2
votes

I'm having trouble with passing 3x3 matrix through a constant buffer to my shader in DirectX. This is how I define my constant buffer:

In .cpp:

struct PostProcessConvolutionCB {
    float screenWidth;
    float screenHeight;
    float sum;
    XMFLOAT3X3 kernel;
};

In .hlsl:

struct PostProcessConvolutionCB {
    float screenWidth;
    float screenHeight;
    float sum;
    float3x3 kernel;
};
ConstantBuffer<PostProcessConvolutionCB> cb : register(b0);

struct PixelShaderInput {
    float4 Position : SV_Position;
};

float4 main(PixelShaderInput IN) : SV_Target {
    return float4(cb.kernel[1][1], 0.f, 0.f, 1.f);
}

It seems like access to some element is all messed up. To test this I initialized the matrix in the constant buffer like this: XMFLOAT3X3(0.1f, 0.2f, 0.3f, 0.4f, 0.5f, 0.6f, 0.7f, 0.8f, 0.9f); and tried displaying the value of each element by hardcoding the matrix indices in the shader like in hlsl snippet above (cb.kernel[1][1]). After 9 runs I got the following results:

kernel[0][0] = 0.1
kernel[1][0] = 0.2
kernel[2][0] = 0.3

kernel[0][1] = 0.5
kernel[1][1] = 0.6
kernel[2][1] = 0.7

kernel[0][2] = 0.9
kernel[1][2] = 1.0
kernel[2][2] = 1.0

Seems like every row is aligned to 4 floats. Changing the matrix to 4x4 helps but I guess there has to be a way to use float3x3 type.

How to handle this properly?

1

1 Answers

2
votes

The issue you are hitting is that the HLSL rules for packing are different than C++. See Microsoft Docs:

HLSL packing rules are similar to performing a #pragma pack 4 with Visual Studio, which packs data into 4-byte boundaries. Additionally, HLSL packs data so that it does not cross a 16-byte boundary.
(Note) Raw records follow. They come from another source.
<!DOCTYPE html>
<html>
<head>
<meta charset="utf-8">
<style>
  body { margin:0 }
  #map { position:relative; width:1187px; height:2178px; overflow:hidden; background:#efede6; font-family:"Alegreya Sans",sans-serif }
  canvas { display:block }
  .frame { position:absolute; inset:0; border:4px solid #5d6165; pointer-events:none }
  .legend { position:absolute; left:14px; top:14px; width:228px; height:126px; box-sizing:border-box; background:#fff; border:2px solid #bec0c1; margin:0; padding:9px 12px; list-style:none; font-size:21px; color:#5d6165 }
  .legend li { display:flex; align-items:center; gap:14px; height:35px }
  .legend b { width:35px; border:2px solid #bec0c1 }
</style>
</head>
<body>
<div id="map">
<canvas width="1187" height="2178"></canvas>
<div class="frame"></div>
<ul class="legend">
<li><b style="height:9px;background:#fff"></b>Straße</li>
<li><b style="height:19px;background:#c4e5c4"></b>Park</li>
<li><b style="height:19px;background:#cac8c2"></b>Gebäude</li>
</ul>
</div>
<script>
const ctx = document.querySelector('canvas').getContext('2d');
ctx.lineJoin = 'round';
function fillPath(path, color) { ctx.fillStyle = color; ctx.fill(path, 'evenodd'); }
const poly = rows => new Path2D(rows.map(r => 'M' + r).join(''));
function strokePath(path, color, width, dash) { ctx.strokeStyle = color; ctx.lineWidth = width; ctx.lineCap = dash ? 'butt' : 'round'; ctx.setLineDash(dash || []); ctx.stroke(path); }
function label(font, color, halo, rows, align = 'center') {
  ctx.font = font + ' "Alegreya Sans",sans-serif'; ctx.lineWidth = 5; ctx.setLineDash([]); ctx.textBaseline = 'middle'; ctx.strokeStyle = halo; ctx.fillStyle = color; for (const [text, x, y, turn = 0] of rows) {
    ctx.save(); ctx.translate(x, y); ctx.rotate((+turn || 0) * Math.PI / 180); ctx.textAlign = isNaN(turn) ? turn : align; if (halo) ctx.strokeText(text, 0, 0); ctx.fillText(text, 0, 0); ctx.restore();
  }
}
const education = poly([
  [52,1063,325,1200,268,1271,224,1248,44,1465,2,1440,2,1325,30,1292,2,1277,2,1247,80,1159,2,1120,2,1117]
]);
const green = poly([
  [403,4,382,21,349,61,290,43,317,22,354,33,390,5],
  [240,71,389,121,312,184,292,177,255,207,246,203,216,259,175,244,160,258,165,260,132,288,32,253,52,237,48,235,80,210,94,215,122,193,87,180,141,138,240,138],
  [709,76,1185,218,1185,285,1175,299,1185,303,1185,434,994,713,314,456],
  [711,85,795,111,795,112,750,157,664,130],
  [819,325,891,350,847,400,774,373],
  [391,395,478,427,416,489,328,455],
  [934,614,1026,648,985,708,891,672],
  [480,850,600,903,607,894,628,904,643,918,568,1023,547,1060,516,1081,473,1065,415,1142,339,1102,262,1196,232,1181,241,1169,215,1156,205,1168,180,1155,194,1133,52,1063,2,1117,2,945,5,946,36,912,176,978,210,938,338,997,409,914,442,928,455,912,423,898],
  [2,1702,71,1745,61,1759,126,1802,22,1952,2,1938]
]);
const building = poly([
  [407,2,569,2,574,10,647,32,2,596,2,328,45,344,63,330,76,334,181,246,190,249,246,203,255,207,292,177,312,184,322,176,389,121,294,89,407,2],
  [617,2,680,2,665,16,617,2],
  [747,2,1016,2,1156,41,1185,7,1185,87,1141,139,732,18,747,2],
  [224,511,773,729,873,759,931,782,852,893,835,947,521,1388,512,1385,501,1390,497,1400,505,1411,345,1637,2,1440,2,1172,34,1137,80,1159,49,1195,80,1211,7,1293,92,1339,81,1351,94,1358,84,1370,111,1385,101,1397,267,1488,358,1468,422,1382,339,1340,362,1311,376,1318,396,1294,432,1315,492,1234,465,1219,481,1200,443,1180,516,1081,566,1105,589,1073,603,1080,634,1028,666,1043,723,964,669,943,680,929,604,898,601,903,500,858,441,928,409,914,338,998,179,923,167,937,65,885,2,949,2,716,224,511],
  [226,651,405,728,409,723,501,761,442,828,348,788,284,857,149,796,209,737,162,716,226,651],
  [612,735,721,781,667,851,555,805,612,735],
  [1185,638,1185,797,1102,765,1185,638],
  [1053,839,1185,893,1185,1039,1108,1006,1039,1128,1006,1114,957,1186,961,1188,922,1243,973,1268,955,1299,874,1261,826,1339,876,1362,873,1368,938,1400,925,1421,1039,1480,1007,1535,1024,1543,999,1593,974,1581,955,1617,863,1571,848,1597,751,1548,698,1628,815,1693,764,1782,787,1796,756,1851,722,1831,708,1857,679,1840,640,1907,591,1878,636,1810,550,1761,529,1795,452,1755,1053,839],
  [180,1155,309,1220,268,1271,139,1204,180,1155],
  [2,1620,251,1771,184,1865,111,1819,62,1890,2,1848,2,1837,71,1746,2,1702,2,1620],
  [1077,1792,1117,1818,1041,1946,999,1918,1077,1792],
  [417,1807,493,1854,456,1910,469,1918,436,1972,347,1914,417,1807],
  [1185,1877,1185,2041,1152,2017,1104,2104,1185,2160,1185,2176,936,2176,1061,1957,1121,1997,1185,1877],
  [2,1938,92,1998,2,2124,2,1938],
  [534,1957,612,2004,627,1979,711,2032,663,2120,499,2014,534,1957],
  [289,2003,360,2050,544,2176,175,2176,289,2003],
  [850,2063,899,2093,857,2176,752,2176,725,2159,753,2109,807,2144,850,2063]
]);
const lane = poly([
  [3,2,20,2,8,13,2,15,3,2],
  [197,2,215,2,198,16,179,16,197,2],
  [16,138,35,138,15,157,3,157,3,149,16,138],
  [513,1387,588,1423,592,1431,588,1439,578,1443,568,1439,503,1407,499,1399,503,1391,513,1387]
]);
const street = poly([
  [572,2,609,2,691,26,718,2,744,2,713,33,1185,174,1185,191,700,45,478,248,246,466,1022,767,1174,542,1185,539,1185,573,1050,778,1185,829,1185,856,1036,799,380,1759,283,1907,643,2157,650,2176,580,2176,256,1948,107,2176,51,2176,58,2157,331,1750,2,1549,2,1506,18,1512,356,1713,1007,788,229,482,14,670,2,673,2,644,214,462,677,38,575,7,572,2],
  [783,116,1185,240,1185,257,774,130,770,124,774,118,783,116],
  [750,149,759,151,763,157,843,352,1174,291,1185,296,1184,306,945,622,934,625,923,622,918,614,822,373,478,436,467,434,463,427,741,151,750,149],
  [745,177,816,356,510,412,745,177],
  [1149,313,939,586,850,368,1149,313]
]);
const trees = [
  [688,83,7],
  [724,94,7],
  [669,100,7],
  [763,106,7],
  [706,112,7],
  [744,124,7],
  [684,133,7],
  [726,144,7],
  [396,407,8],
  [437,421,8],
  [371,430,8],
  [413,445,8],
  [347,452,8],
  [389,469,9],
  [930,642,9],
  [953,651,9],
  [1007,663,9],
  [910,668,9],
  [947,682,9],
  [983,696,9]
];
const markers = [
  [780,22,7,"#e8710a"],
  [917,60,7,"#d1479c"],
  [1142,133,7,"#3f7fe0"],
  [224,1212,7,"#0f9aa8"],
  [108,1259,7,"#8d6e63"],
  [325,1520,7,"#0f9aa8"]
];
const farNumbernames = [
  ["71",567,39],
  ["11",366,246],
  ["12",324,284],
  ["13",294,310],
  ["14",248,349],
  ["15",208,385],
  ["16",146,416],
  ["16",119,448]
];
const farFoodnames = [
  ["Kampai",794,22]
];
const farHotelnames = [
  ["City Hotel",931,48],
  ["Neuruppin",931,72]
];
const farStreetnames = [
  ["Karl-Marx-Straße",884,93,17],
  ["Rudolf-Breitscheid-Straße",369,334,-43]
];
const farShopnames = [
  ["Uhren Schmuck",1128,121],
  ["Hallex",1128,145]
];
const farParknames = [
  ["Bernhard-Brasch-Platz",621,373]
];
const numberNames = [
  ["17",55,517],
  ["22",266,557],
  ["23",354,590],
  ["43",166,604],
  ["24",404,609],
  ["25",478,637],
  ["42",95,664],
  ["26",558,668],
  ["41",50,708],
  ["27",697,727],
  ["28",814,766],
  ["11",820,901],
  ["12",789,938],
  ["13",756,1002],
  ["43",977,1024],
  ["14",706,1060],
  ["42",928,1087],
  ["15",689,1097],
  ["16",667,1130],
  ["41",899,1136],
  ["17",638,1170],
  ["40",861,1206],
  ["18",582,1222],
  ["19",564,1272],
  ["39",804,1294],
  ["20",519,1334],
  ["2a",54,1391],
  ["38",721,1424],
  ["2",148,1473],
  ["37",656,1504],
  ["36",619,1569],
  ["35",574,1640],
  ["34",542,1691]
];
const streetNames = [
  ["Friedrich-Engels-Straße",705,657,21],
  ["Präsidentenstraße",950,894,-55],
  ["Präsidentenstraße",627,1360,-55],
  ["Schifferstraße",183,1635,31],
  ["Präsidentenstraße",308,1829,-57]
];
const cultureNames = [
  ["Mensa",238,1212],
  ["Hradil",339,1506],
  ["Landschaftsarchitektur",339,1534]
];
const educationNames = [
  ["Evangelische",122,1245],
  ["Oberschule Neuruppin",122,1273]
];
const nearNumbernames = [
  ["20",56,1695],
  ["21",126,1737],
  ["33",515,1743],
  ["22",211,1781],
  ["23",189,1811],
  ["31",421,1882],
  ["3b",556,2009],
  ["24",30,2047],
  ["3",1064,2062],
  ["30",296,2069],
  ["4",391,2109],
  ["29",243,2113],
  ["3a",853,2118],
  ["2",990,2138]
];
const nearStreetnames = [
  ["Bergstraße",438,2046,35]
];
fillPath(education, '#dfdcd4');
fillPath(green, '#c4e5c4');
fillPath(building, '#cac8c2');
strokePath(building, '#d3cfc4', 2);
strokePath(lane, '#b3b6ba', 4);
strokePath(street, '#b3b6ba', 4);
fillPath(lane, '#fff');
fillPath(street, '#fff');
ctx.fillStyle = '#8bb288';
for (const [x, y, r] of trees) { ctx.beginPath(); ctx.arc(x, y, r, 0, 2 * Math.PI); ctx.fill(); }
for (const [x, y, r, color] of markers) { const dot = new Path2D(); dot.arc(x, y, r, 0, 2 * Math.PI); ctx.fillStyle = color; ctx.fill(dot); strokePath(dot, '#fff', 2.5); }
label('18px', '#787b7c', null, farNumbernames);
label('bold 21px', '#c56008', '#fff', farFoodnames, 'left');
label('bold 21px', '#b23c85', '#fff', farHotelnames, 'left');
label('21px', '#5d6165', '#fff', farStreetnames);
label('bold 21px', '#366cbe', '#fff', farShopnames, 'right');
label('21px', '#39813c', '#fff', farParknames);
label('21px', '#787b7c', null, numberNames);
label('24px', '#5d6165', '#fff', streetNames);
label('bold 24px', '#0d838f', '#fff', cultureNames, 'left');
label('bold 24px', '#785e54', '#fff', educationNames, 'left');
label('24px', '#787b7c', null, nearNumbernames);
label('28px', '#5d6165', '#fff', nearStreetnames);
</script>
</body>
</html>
Also keep in mind that by default, HLSL uses 'column-major' matrices while DirectXMath uses 'row-major'. This is why you see lots of samples that transpose the matrix going from XMFLOAT?X? to an HLSL constant buffer struct. See Microsoft Docs.

Generally your best option is to use XMFLOAT4X4 for HLSL matrices. One option for saving a little constant buffer memory (useful for skinning in particular where you have many bones that do not include projection transformations) is to use in HLSL:

struct SkinnedEffectConstants
{
…
    XMVECTOR bones[MaxBones][3];
};

Then in C++ you use:

for (size_t i = 0; i < count; i++)
{
    XMMATRIX boneMatrix = XMMatrixTranspose(XMLoadFloat4x3(…));

    boneConstant[i][0] = boneMatrix.r[0];
    boneConstant[i][1] = boneMatrix.r[1];
    boneConstant[i][2] = boneMatrix.r[2];
}